• _Problem_: Report only the number of lines below in which the string "them" appears.

======== Study material ========

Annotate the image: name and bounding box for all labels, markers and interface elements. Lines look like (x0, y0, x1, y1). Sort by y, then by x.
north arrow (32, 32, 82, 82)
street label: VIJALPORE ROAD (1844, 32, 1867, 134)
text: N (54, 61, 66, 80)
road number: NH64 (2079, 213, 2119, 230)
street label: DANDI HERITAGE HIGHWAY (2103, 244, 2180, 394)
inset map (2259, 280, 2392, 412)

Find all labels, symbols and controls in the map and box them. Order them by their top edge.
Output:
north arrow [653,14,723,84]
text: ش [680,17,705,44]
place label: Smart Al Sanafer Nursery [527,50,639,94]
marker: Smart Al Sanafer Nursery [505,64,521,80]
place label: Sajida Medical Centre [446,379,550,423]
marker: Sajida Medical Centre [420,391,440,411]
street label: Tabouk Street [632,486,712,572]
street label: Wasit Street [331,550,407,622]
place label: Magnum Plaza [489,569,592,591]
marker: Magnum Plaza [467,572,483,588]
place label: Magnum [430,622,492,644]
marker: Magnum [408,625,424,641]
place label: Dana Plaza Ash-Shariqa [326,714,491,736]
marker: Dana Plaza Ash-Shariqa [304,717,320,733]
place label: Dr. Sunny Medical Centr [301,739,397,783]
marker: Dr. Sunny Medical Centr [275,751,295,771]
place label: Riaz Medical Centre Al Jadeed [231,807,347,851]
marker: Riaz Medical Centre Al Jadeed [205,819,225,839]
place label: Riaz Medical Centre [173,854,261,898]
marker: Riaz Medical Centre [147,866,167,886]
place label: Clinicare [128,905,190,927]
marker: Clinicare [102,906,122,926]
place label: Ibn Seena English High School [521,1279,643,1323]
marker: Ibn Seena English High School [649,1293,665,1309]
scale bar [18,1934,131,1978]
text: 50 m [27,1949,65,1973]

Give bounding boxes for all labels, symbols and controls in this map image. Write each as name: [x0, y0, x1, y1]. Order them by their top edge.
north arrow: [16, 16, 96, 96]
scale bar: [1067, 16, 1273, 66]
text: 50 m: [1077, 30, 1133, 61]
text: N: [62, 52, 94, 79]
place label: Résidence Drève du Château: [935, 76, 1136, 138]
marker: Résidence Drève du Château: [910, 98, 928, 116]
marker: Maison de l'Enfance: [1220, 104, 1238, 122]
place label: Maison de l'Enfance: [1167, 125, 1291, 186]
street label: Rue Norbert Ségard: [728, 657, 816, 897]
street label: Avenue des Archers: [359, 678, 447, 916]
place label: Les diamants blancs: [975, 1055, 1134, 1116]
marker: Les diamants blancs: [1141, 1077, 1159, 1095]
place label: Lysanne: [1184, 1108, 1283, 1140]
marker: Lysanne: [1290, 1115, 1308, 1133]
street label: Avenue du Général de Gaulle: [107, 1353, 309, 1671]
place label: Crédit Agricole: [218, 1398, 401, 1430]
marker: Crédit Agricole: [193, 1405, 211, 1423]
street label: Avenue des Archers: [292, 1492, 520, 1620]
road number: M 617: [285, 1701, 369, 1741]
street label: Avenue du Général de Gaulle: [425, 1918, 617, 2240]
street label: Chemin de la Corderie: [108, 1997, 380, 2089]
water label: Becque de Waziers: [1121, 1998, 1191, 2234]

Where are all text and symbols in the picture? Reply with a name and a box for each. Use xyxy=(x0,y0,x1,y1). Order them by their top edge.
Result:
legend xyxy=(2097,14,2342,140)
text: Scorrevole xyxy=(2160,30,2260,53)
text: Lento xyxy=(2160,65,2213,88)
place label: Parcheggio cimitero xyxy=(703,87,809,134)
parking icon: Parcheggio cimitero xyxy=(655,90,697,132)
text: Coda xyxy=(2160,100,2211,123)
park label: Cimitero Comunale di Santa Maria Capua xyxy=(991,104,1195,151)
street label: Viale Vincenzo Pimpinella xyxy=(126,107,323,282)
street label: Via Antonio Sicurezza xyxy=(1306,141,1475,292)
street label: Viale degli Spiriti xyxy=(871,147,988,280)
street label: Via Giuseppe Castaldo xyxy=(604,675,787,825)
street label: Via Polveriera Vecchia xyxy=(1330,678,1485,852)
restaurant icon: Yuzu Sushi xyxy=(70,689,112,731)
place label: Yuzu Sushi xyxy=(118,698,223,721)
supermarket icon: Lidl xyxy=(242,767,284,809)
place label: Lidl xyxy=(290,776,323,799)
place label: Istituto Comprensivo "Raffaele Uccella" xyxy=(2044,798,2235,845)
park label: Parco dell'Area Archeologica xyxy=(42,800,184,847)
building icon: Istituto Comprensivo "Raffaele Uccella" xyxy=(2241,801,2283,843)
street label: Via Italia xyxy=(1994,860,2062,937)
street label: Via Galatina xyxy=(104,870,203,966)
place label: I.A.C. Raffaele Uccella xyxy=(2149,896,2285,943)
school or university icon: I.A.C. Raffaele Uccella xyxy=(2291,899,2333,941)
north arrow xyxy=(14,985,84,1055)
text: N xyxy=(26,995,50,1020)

========

• _Task answer_: 3